* Your objective
Repeat the records below exactly, leaving out every picture.

* Saved data entries
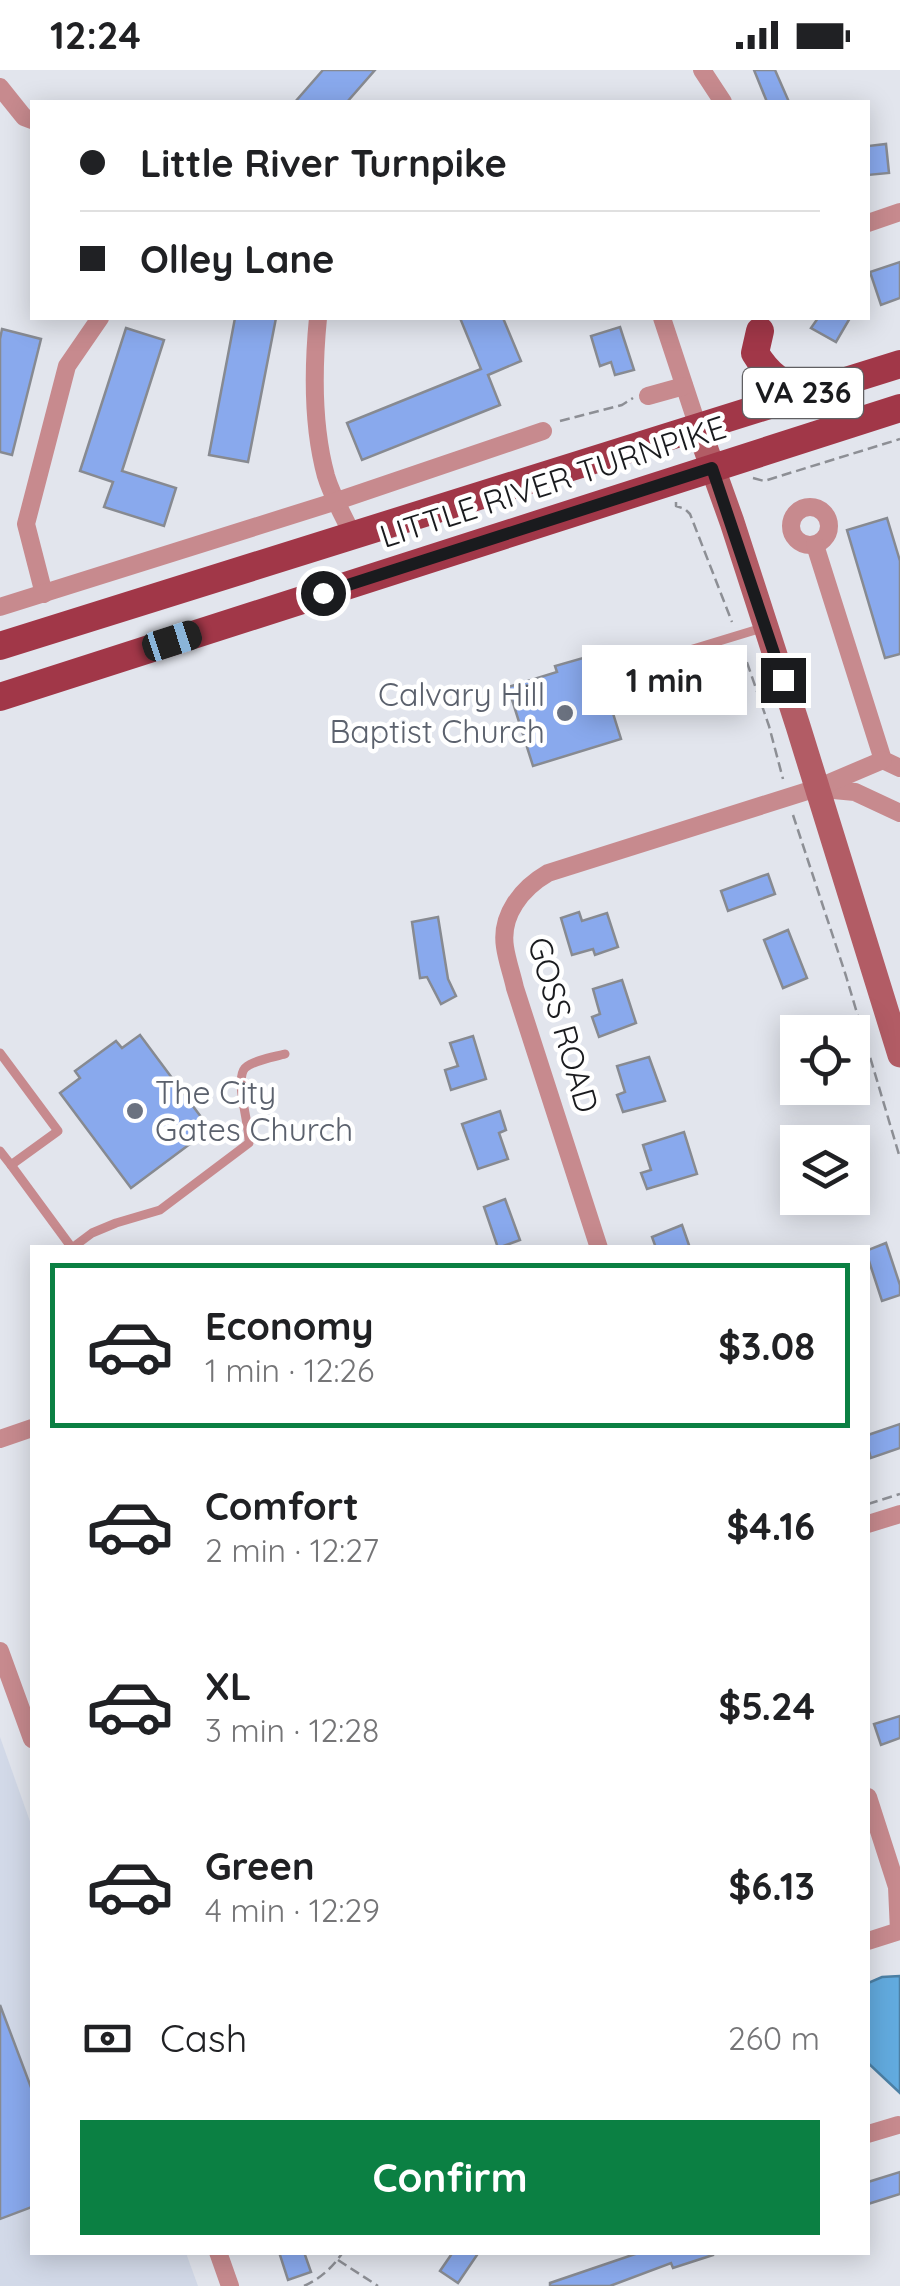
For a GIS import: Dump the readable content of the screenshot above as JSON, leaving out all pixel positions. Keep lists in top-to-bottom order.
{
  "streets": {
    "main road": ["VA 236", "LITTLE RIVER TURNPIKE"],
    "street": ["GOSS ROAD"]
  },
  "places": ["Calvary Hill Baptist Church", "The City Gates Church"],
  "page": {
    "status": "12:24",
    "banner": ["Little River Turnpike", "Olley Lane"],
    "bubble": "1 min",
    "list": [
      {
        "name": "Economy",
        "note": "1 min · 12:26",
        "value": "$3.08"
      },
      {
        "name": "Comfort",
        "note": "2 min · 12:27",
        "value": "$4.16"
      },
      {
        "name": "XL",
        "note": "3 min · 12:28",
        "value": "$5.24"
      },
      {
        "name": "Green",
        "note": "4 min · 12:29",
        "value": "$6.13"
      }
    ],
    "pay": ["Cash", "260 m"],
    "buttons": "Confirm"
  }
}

* Solution below
For a GIS import: Dump the readable content of the screenshot above as JSON, leaving out all pixel positions. Keep lists in top-to-bottom order.
{
  "streets": {
    "main road": ["VA 236", "LITTLE RIVER TURNPIKE"],
    "street": ["GOSS ROAD"]
  },
  "places": ["Calvary Hill Baptist Church", "The City Gates Church"],
  "page": {
    "status": "12:24",
    "banner": ["Little River Turnpike", "Olley Lane"],
    "bubble": "1 min",
    "list": [
      {
        "name": "Economy",
        "note": "1 min · 12:26",
        "value": "$3.08"
      },
      {
        "name": "Comfort",
        "note": "2 min · 12:27",
        "value": "$4.16"
      },
      {
        "name": "XL",
        "note": "3 min · 12:28",
        "value": "$5.24"
      },
      {
        "name": "Green",
        "note": "4 min · 12:29",
        "value": "$6.13"
      }
    ],
    "pay": ["Cash", "260 m"],
    "buttons": "Confirm"
  }
}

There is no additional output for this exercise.